Next: 3. Grammars Up: Yapps 1.0 Previous: 1. Introduction

Subsections

2. Examples

In this section are several examples that show the use of Yapps. First, an introduction shows how to construct grammars and write them in Yapps form. This example can be skipped by someone familiar with grammars and parsing. Next is a Lisp expression grammar that produces a parse tree as output. This example demonstrates the use of tokens and rules, as well as returning values from rules. The third example is a calculator grammar that evaluates expressions during the process of parsing instead of producing a parse tree. This example also shows the parameterization of rules. The examples in this document use old-style (Python 1.4) regular expressions, except where noted. Yapps can also be used with new-style (Python 1.5) regular expressions; see section 5.5 for details.

2.1 Introduction to Grammars

A grammar for a natural language specifies how words can be put together to form large structures, such as phrases and sentences. A grammar for a computer language is similar in that it specifies how small components (called tokens) can be put together to form larger structures. In this section we will write a grammar for a tiny subset of English.

Simple English sentences can be described as being a noun phrase followed by a verb followed by a noun phrase. For example, in the sentence, “Jack sank the blue ship,” the word “Jack” is the first noun phrase, “sank” is the verb, and “the blue ship” is the second noun phrase. In addition we should say what a noun phrase is; for this example we shall say that a noun phrase is an optional article (a, an, the) followed by any number of adjectives followed by a noun. The tokens in our language are the articles, nouns, verbs, and adjectives. The rules in our language will tell us how to combine the tokens together to form lists of adjectives, noun phrases, and sentences:

sentence: noun_phrase verb noun_phrase
noun_phrase: opt_article adjective_list noun
opt_article: article or (nothing)
adjective_list: adjective adjective_list or (nothing)

Notice that some things that we said easily in English, such as “optional article,” are expressed by a separate rule. When we said, “any number of adjectives,” we made a rule adjective_list that made it explicit: an adjective list is an adjective followed by a list of adjectives, or it’s nothing at all.

A minor note about recursive descent parsers, like those that Yapps produces: the parser looks from left to right, so the rules have to be specified so that it can determine which alternative to use based on what’s on the left. This is why we wrote that an adjective list was adjective adjective_list rather than adjective_list adjective. It is easy for Yapps to see that something starts with an adjective on the left, but it is much more difficult to determine whether it starts with an adjective list.

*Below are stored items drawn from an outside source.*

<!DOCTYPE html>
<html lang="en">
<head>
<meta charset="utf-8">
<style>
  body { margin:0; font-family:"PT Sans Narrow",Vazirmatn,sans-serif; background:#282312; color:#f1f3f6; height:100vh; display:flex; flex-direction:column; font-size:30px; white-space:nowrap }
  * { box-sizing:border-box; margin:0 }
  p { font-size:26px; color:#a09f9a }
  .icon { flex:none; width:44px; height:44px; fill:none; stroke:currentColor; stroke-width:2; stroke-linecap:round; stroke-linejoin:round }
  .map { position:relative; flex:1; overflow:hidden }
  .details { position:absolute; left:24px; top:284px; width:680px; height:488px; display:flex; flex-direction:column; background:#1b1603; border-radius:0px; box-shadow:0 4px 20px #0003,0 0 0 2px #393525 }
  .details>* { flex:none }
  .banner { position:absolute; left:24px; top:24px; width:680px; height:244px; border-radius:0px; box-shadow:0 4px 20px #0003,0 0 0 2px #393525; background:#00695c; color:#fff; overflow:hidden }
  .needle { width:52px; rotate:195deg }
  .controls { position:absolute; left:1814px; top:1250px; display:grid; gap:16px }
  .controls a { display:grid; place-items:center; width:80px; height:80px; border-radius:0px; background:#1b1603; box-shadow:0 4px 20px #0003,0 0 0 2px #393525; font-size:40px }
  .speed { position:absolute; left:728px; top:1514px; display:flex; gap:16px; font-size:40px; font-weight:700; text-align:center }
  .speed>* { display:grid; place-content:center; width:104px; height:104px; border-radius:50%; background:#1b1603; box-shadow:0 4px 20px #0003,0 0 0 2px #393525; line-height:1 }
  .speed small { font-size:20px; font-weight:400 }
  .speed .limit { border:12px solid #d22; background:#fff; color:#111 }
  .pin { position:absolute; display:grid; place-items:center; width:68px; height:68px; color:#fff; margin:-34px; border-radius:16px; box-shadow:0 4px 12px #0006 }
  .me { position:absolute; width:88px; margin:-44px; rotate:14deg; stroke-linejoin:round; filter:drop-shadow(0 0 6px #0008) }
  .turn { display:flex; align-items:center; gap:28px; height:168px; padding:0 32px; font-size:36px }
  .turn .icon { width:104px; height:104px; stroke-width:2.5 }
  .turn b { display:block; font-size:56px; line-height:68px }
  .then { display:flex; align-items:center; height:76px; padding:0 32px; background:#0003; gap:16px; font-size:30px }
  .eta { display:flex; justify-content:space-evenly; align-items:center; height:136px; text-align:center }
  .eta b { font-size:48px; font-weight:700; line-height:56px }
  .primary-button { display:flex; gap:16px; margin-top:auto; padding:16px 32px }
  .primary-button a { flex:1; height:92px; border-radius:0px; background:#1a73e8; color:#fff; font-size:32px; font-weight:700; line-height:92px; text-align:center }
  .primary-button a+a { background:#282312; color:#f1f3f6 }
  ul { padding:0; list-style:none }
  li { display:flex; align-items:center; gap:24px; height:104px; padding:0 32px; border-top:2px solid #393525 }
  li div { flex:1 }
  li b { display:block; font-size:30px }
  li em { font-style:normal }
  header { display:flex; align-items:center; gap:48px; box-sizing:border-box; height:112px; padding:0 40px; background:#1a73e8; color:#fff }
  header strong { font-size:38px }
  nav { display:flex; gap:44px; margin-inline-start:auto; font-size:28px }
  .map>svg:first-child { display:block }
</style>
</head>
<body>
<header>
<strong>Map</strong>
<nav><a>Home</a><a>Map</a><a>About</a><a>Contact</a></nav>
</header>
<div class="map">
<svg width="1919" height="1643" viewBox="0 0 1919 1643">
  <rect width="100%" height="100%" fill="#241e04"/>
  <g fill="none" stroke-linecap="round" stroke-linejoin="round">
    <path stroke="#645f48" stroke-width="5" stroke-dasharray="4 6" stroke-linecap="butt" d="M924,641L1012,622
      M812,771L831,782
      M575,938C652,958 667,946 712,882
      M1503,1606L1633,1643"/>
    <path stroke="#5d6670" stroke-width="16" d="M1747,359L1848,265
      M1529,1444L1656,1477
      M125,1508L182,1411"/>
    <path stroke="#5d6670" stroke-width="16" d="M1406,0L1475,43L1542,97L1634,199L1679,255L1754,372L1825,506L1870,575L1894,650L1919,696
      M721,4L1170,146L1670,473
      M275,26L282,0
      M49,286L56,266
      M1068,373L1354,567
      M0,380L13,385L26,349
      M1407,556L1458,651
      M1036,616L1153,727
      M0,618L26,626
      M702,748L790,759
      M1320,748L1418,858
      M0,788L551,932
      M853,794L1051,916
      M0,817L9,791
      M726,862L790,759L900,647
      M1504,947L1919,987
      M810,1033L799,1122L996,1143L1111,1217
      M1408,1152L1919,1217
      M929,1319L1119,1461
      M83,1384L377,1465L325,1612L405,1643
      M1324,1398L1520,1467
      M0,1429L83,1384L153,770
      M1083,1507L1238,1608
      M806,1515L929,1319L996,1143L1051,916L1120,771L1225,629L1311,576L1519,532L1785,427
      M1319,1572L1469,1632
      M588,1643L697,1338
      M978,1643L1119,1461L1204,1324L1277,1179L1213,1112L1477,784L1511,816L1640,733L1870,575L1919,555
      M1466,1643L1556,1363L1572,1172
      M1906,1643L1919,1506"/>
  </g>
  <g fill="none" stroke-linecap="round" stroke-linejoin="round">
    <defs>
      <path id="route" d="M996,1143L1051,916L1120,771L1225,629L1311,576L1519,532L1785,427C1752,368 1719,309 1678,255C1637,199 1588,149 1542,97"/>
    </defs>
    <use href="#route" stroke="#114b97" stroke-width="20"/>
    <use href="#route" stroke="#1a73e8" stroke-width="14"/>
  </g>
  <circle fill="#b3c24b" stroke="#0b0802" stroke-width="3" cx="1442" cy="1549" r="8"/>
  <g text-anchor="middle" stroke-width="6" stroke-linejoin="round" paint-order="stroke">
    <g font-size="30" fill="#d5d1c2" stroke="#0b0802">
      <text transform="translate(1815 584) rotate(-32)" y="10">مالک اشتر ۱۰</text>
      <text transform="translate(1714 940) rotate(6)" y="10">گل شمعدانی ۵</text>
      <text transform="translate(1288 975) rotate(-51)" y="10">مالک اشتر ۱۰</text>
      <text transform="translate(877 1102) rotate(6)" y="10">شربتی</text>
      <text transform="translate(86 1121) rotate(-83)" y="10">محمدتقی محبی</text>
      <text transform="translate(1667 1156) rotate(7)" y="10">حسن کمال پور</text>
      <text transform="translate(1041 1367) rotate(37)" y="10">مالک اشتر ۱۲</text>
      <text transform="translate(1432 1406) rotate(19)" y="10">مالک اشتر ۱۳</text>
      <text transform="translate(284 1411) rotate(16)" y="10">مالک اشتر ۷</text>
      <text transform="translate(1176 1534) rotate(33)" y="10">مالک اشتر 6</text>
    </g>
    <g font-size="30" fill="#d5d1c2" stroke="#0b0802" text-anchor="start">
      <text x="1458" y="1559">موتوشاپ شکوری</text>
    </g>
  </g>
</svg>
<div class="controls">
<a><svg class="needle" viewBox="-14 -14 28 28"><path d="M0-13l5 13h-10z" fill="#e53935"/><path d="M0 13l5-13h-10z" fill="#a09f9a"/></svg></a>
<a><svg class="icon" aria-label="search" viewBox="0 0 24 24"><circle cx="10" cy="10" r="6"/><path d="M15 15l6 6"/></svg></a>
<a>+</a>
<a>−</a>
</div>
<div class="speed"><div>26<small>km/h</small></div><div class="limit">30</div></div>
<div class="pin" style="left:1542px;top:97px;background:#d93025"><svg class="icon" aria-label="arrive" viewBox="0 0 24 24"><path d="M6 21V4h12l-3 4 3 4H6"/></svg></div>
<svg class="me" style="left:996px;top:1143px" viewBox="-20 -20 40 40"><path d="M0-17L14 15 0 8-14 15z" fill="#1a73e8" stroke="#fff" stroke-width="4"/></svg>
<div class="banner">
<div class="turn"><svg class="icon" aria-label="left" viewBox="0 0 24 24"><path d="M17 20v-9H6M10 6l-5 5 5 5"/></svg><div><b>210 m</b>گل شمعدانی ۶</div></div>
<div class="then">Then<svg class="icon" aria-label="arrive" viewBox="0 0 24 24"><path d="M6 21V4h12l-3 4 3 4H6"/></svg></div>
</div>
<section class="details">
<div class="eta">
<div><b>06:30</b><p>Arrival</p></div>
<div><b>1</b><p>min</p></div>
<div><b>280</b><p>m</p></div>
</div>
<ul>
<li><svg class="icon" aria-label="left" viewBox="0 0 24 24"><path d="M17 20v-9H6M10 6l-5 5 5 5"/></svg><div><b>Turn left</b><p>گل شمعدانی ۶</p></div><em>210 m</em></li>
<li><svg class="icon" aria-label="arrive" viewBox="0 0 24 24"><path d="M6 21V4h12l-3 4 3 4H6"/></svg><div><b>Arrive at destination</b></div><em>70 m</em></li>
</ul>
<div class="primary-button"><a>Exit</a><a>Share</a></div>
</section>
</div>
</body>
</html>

The grammar given above is close to a Yapps grammar. We also have to specify what the tokens are, and what to return every time a rule is matched. We’ll just use …for the return value, since they aren’t important to this example. Return values (-> <<...>>) will be described in the next example.

parser TinyEnglish:
  ignore:          "[ \t\n\r]+"
  token noun:      "\(Jack\|spam\|ship\)"
  token verb:      "\(sank\|threw\)"
  token article:   "\(a\|an\|the\)"
  token adjective: "\(blue\|red\|green\)"

  rule sentence:       noun_phrase verb noun_phrase     ->  <<…>>
  rule noun_phrase:    opt_article adjective_list noun  ->  <<…>>
  rule opt_article:    article                          ->  <<…>>
                     |                                  ->  <<…>>
  rule adjective_list: adjective adjective_list         ->  <<…>>
                     |                                  ->  <<…>>

The tokens are specified as Python regular expressions. Since Yapps produces Python code, you can write any regular expression that would be accepted by Python, and you should use extra backslashes when necessary. (Note: By default, Yapps uses old-style regular expressions; see section 5.5 if you want to use Python 1.5 style regular expressions.) In addition to tokens that you want to see (which are given names), you can also specify tokens to ignore, marked by the ignore keyword. In this parser we want to ignore whitespace.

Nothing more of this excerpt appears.